The last three weeks have been agonizing for both the live and feeder cattle markets. But Monday's (March 27) trade reawakened the bullish nature of the cattle complex. Until three weeks ago, the cash cattle market was easily adding $2.00 to $3.00 week in and week out, and traders were steadily supporting both the live cattle and feeder cattle contracts. But once news broke of the Silicon Valley Bank collapse, traders withdrew from the market hastily and the bullish fundamentals of the cattle market didn't seem to matter.
However, Monday's market reminded the cattle complex about its fundamental strength. However, will the cattle complex be able to keep its regained momentum?
Let's break the market down, piece by piece, and discuss whether or not its momentum is here to stay.

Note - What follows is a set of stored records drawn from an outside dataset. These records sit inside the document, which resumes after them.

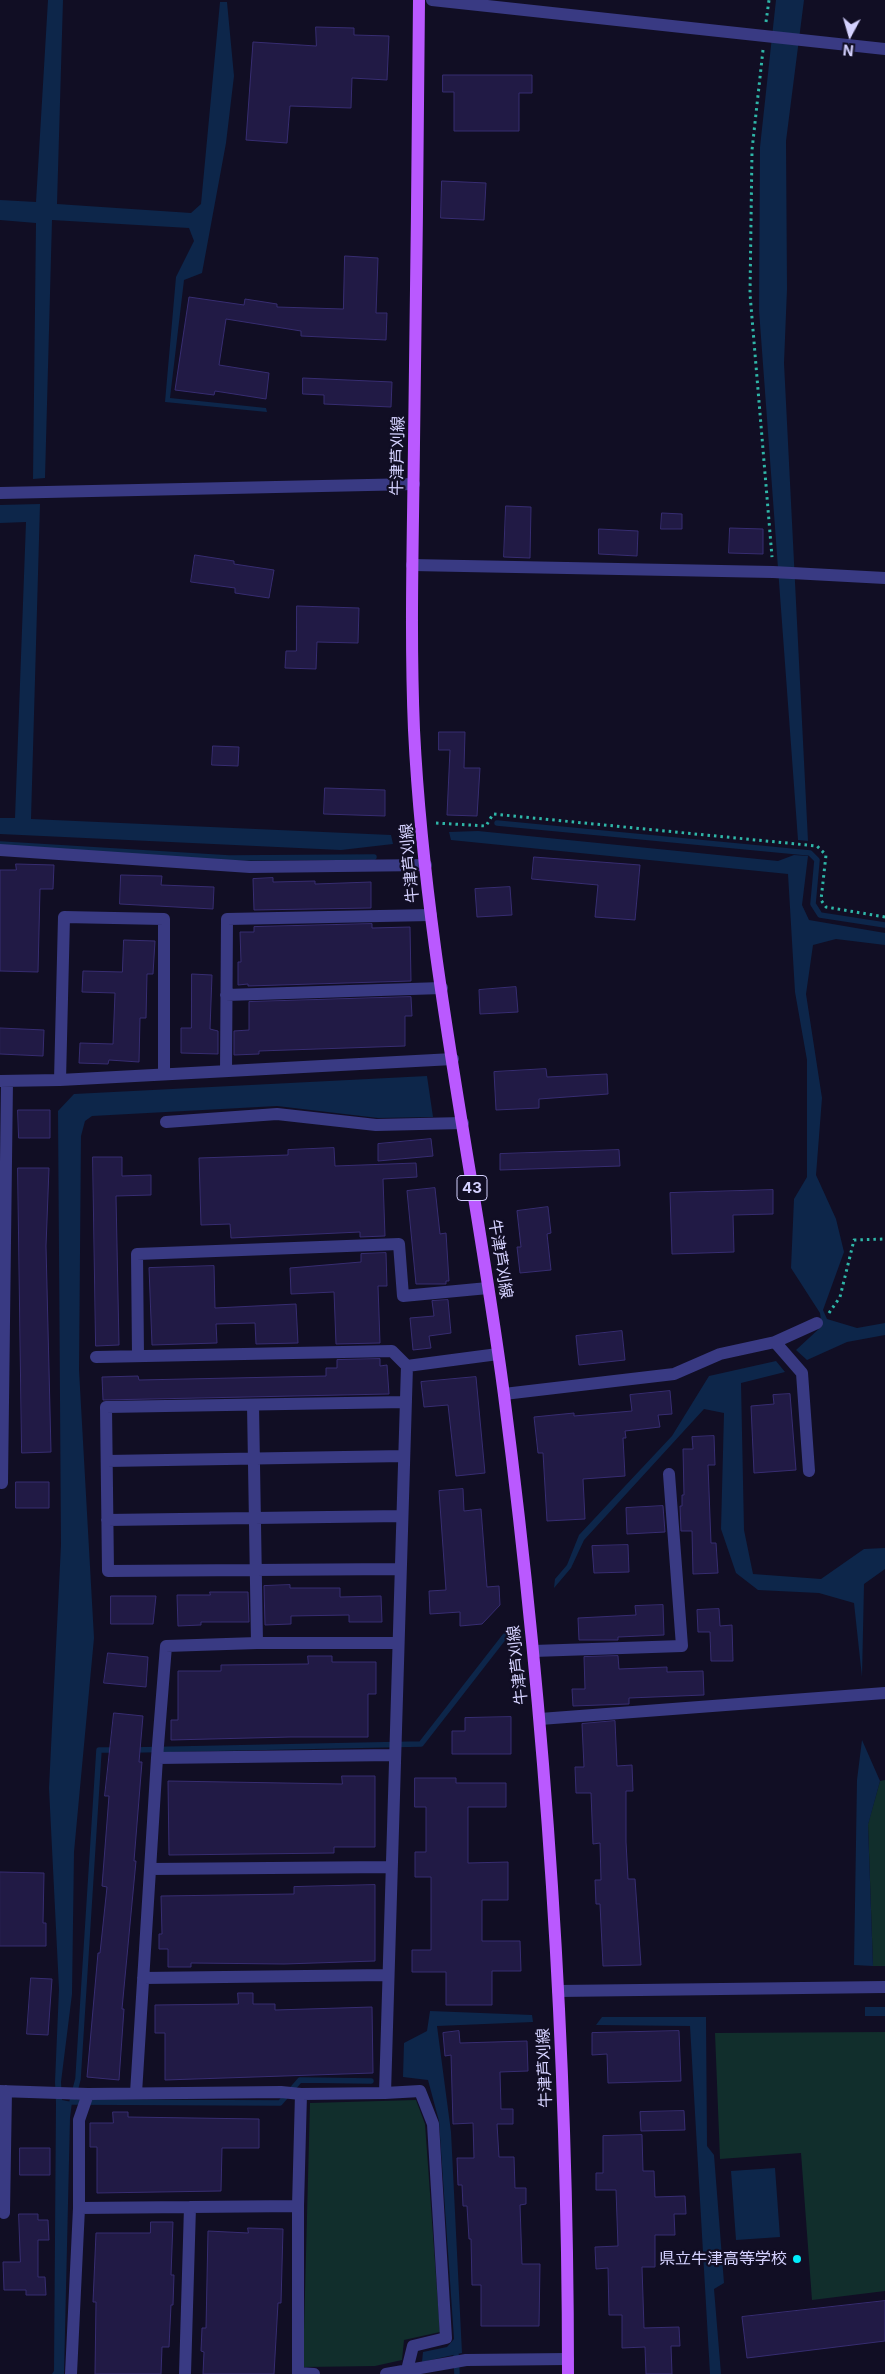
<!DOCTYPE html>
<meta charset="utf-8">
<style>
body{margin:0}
#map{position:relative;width:885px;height:2374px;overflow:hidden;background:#110e24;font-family:Inter,sans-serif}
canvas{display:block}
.north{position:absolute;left:825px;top:10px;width:50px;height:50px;-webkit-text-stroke:4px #110e24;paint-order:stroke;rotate:186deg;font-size:14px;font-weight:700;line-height:20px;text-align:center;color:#d5d2ff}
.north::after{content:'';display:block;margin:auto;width:18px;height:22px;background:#d5d2ff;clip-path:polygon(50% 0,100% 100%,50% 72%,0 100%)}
</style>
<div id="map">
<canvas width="885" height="2374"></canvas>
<div class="north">N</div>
</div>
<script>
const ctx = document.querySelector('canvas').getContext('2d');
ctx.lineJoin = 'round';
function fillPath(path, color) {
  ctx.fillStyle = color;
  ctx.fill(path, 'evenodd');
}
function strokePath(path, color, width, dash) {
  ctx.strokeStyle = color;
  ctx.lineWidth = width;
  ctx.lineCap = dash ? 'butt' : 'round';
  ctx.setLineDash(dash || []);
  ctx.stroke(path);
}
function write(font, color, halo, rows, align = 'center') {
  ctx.font = font + ' Inter,"Noto Sans JP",sans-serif';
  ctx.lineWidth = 4.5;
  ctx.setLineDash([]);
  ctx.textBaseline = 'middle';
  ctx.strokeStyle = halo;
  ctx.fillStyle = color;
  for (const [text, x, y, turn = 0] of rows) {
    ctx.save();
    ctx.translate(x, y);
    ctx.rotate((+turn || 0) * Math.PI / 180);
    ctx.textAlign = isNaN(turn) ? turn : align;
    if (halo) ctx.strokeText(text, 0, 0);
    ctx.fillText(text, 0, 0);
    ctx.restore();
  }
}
fillPath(new Path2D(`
 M885,1780V1966H873L868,1824L880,1781Z
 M885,2032V2291L812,2300L801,2153L720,2159L715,2033Z
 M416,2100L425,2124L440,2332L404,2340L402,2360L375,2366L303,2367L310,2103Z`), '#112e2c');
fillPath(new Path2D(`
 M48,0H63L57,204L191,213L201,204L220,2H227L234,76L226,143L202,273L184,280L170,398L266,408L267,412L165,402L176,277L194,241L189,228L52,220L45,478L33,479L36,223L0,220V200L36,202Z
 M776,0H804L786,141L787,289L784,363L808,841L798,840L759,310L760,147Z
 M40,504L31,819L391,835L393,844L341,850L0,834V818H15L26,522L0,523V505Z
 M478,831L778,861L794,855L808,856L802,905L809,920L885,933V945L836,939L813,945L806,994L822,1098L816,1175L836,1219L844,1252L823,1310L827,1319L857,1328L885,1323V1335L847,1342L807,1360L796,1350L822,1326L820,1313L791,1268L794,1199L807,1177V1060L795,992L788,874L451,840L449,832Z
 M427,1076L433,1117L378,1118L277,1106L92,1116L85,1121L81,1136L79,1370L94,1638L74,1852L72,1994L61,2082L62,2100L72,2102L70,2118L64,2374H52L54,2371L56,2103L55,2082L59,1989L49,1788L61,1545L58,1111L74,1094Z
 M776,1361L785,1372L741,1383L744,1530L753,1574L821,1579L864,1549L885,1548V1569L864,1584L862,1677L854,1603L819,1593L758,1590L736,1573L721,1529L724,1413L704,1409L584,1540L571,1568L554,1588L555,1579L567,1565L579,1535L672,1436L709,1376Z
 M862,1740L880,1781L868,1825L873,1966L854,1965L857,1780Z
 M865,2007H885V2016H865Z
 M430,2011L532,2015L533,2022L437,2026L451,2132L462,2353L422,2362L423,2352L447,2347L454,2339L439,2121L428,2080L403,2077L404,2043L427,2031Z
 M602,2017H706L707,2146L714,2155L724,2283L714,2289L721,2374H710L690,2026L596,2025Z
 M775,2168L780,2237L736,2240L731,2171Z`), '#0d264a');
strokePath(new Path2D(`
 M497,823L810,853L817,860L813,904L820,915L885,925
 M0,844L229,858L374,857
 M116,1750H99L78,2079L72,2102L280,2103L300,2080L371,2081
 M133,1750L421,1744L505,1636
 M456,2354L457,2374`), '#0d264a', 5.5);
const building = new Path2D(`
 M316,27L354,28V35L389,36L387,80L352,78L351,108L290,106L287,143L246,140L253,42L316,46Z
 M443,75H532V93H519V131H454V92H443Z
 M442,181L486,183L484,220L441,218Z
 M345,256L378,258L376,313H387L386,340L301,336V331L226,319L219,365L269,373L266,399L215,391L214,395L175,390L189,297L244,305L245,299L277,304V307L343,309Z
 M303,378L392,382L391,407L324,404V395L303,394Z
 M506,506L531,507L530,558L504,557Z
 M662,513L682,514V529H661Z
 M730,528L763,529V554L729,553Z
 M599,529L638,531L637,556L599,554Z
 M195,555L234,561V564L274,570L269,598L235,593V588L191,582Z
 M297,606L359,608L358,643L317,642L316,669L285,668L286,651H296Z
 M439,732H465L464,768H480L477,816L447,815L450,750H439Z
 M213,746L239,747L238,766L212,765Z
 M325,788L385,790V816L324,814Z
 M534,857L640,865L635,920L595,917L598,885L532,879Z
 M16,864L54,865L53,889H40L38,972L0,971V870H16Z
 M121,875L162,876L161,885L214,887L213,909L120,904Z
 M273,878V882L315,881V884L371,882V908L254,910L253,879Z
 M510,887L512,915L477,917L475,889Z
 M372,924V928L410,927L411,981L248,986V984L238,985V962H241L240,932H254V927Z
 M124,940L155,941L153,974H147L146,1018H140L139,1062L109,1060L108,1064L79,1063L80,1043L113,1044L115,993L82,992L83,971L122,972Z
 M192,974L212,975L210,1029L218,1031V1054L181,1053V1028H191Z
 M516,987L518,1012L480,1014L479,990Z
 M411,997L412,1016H405V1046L259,1051V1054L234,1055V1031L249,1030V1002Z
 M0,1028L44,1030L43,1056L0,1054Z
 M546,1069L547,1077L607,1074L608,1094L539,1099V1108L496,1110L494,1072Z
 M18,1110H50V1138H19Z
 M431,1139L433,1156L378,1161V1144Z
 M334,1148L335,1166L416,1163L417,1177L383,1179L385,1236L360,1237V1232L231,1238L230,1224L201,1225L199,1158L288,1155V1150Z
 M619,1150L620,1166L500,1170V1154Z
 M93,1157H122V1176L151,1175V1195L116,1196L119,1345L96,1346Z
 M18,1168H49L46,1246L51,1452L22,1453Z
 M435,1188L440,1234L446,1233L449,1281H446V1284H416L407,1191Z
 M773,1190V1214L733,1215L734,1252L672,1254L670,1193Z
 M548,1207L551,1233L547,1234L551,1270L520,1273L517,1247H521L517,1211Z
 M386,1253L387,1286H378L380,1343L336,1344L334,1292L291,1294L290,1268L361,1262V1254Z
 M214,1266L215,1308L296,1304L298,1343L256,1344L255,1323L216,1324L217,1343L152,1345L149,1268Z
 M448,1300L451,1333L429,1336L431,1348L413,1350L410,1318L434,1316L432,1301Z
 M622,1331L625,1360L579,1365L576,1336Z
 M380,1359V1366L387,1365L389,1394L103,1400L102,1377L138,1376L139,1380L326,1376V1368H337V1360Z
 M476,1377L485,1473L456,1476L448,1405L424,1407L421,1382Z
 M670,1391L672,1414L658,1415L660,1427L625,1431L626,1438H623L625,1476L583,1479L585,1519L547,1521L543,1453H538L534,1417L574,1413V1416L632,1411L630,1395Z
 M790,1394L796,1470L754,1473L751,1406L774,1404L773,1395Z
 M714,1436L715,1465H708L711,1543H716L718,1573L693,1574L692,1531H681L680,1506H682V1495H684L683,1449H693L692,1437Z
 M16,1482H49V1508H16Z
 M463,1489L464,1511L481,1509L487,1587L499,1586L500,1605L482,1624L460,1626V1612L430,1614L429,1591L446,1590L439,1491Z
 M663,1506L665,1532L627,1534L626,1508Z
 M628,1545L629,1572L594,1573L592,1546Z
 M290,1585V1588H340V1597L381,1596L382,1622H349V1615L291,1616V1624L265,1625L264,1586Z
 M210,1592H248L249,1622H201V1625L178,1626L177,1595H210Z
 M111,1596H156L153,1624H111Z
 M663,1605L664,1635L618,1637V1640H579L578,1618L636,1615L635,1606Z
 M719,1609L720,1626L732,1625L733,1661H711L710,1632H698L697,1610Z
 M108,1653L148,1657L146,1687L104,1683Z
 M308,1656H332V1662H376V1694H368V1737H290L171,1740V1720H178V1671H221V1665L308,1664Z
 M618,1656L619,1669L667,1667V1672L703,1671L704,1695L629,1698V1704L573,1706L572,1689H585L584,1657Z
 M114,1713L143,1716L139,1762H142L134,1861H136L122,2009H124L119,2080L87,2077L98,1953H100L107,1887L102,1886L109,1796H105Z
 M511,1717V1754H452V1731H465V1718Z
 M615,1721L617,1766L632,1765L633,1791H626V1842L628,1879H635L641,1965L603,1966L600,1904H596L595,1880H601L600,1843L593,1844L591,1793H576L575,1767H584L582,1724Z
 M342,1776H375V1847H334V1853L169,1855L168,1781L342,1784Z
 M415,1778H456V1783H506V1807H468V1863L508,1862V1900H482V1941H520L521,1971H492V2005H446V1972H412V1950H431V1877H415V1852H426V1807H415Z
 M0,1872L44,1873L43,1923H46V1946H0Z
 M375,1885V1961L284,1964L191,1963V1967H168V1949H159V1934H162L161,1896L294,1894V1887Z
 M31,1978L52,1979L48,2035L27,2034Z
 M238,1993H253V2004H275V2010L372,2007L373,2073L165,2080V2033H155V2005L238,2004Z
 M459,2031L460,2043L527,2041L528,2071L500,2072L501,2109H513V2124H497L499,2157H514L515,2188H526V2204L520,2205L522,2264H540L539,2326H481V2285H472L471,2239H469L467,2206H463L462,2185H458L457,2158H474L473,2123L453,2124L451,2055L445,2056L443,2033Z
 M679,2031L681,2081L608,2083L607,2054L592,2055V2033Z
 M684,2111L685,2130L641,2131L640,2112Z
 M113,2112H128V2117L259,2119V2148H222L221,2191L97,2193V2147H90V2123H113Z
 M642,2135L643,2171H654L655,2197L685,2196L686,2214H674L675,2235H655V2267H642L644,2328L679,2327L680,2346H671L672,2374H646L645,2347L622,2348V2315H609L608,2268L596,2269L595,2247L618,2246L616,2190H596V2173H603V2136Z
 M20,2148H50V2175H20Z
 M19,2214H38V2220H48L49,2240H38V2277H45L46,2295H26V2290H4L3,2262H20Z
 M151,2222H173L171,2275H174L173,2305H171L169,2347H162L161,2374H95L96,2302H93L96,2233H150Z
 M248,2228L283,2229L281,2303H278L274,2374H203L204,2352L201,2351L202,2328H206L208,2231L248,2233Z
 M885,2301V2341L747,2358L742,2317Z`);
fillPath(building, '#211a45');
strokePath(building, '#372d71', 1);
strokePath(new Path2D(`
 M766,22L769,0
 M763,50L752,150L750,294L772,557
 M436,823L486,826L493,814L817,846L826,855L821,900L826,907L885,917
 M829,1313L840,1297L854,1240L885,1239`), '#2fb6a8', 3, [2.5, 4]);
strokePath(new Path2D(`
 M432,0L885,49
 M0,493L414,484
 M412,565L773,572L885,578
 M0,850L250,867L426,865
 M226,995L442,988
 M226,1071L227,919L431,915
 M60,1080L64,917L164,919V1074
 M0,1081L60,1080L453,1059
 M166,1122L277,1114L376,1125L463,1123
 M775,1342L802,1373L809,1471
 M138,1356L137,1254L399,1244L403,1296L488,1288
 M96,1357L392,1351L407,1366L498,1354
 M504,1394L674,1374L720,1354L775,1342L817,1323
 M253,1405L257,1643
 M107,1461L404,1456
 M2,1483L7,1081
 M107,1520L402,1516
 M400,1569L108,1571L106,1407L406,1402
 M533,1651L682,1646L669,1474
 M540,1719L885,1693
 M157,1758L394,1755
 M150,1869L391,1867
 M143,1978L388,1975
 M558,1991L885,1987
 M0,2091L88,2094L281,2092L301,2094L385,2093L407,1366
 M136,2093L157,1758L166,1646L257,1643H398
 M385,2093L420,2091L433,2124L446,2338L413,2346L407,2370
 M79,2208L190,2207
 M4,2213L6,2091
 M298,2373L314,2374
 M71,2374L79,2208V2120L88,2094
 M185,2374L190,2207L298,2206
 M298,2374V2206L301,2094
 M386,2374L466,2360L568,2359`), '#393a83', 12);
strokePath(new Path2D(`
 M419,0C418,148 416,295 414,443C413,539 410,635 414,730C425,954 475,1174 504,1395C546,1719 568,2047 568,2374`), '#ba59ff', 12);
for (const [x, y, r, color] of [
 [797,2259,5,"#01edfc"]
]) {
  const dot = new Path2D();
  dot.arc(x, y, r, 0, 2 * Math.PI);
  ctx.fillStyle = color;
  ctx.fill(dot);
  strokePath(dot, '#110e24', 2);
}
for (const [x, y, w] of [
 [472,1188,30]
]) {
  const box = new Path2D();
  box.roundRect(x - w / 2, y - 12.5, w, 25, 4);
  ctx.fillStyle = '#110e24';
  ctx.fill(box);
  strokePath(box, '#d5d2ff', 1);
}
write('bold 15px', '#d5d2ff', null, [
 ["43",472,1188]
]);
write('16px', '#d5d2ff', '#110e24', [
 ["牛津芦刈線",398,456,-89],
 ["牛津芦刈線",410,863,-95],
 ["牛津芦刈線",500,1259,81],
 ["牛津芦刈線",518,1665,-96],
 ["牛津芦刈線",545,2068,-92]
]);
write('16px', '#d5d2ff', '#110e24', [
 ["県立牛津高等学校",787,2259]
], 'right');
</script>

The live cattle market possesses the ability to trade higher, but so much of its fate will depend on feedlots and their ability (or inability) to market cash cattle at higher prices. This past week, we've seen boxed beef prices start to bottom seasonally and gain more support, which should embolden feedlots to price their cattle higher as market-ready supplies of front-end cattle are extremely thin. But doing so is going to take extreme discipline. Over the last three weeks, packers have outplayed feedlot managers and have been able to get cattle bought early in the week.
But why in the world would you sell cattle early in the week when market-ready supplies are thin?
Even if you have to roll your showlist over into the next week, waiting for higher prices would be more advantageous. I understand that there's a psychological component to the market and it's hard to remain true to your market plan when the board is trending lower and banks are closing. However, now that traders have decided to look beyond the banking concerns here in the United States, feedlots need to be prepared to drive the cash cattle market higher.
The feeder cattle market is nothing short of invigorating right now. On Monday, March 27, the CME Feeder Cattle Index closed at $191.24, which is the highest the market has seen the index close at since November 2015. I know there is some concern surrounding the feeder cattle market because breakevens on these calves/feeders aren't profitable right now, but as buyers continue to flock to sales across the countryside, there seems to be only one thing on their mind -- getting the feeders they need/want bought now before prices become even higher.
I continue to be amazed at the spread between the May and August 2023 feeder cattle contracts. Throughout the early parts of 2023, the price spread between those two contracts has varied anywhere between $10.00 to $25.00. As of Monday afternoon's close, the price spread sat at $15.63, again highlighting the fact that everyone (including traders) is keenly aware that feeder cattle supplies in the second half of 2023 are going to be inherently thinner. If the market didn't have the demand component it currently possesses, I'd be concerned about how sustainable these feeder cattle prices are, but given that demand has shown no signs of weakening, I don't see feeder cattle prices softening in the near future.
A couple weeks ago, when the mayhem about Silicon Valley Bank was storming through the markets, I encouraged you to cling to the market's positive fundamentals despite the chaos the futures complex was enduring. We will face more turmoil in the span of the next two to three years when the cattle market is expected to be hot, and it will continue to be vital that we cling to the market's fundamentals. I remain extremely optimistic about the market's outlook and believe that there are still higher prices ahead of us.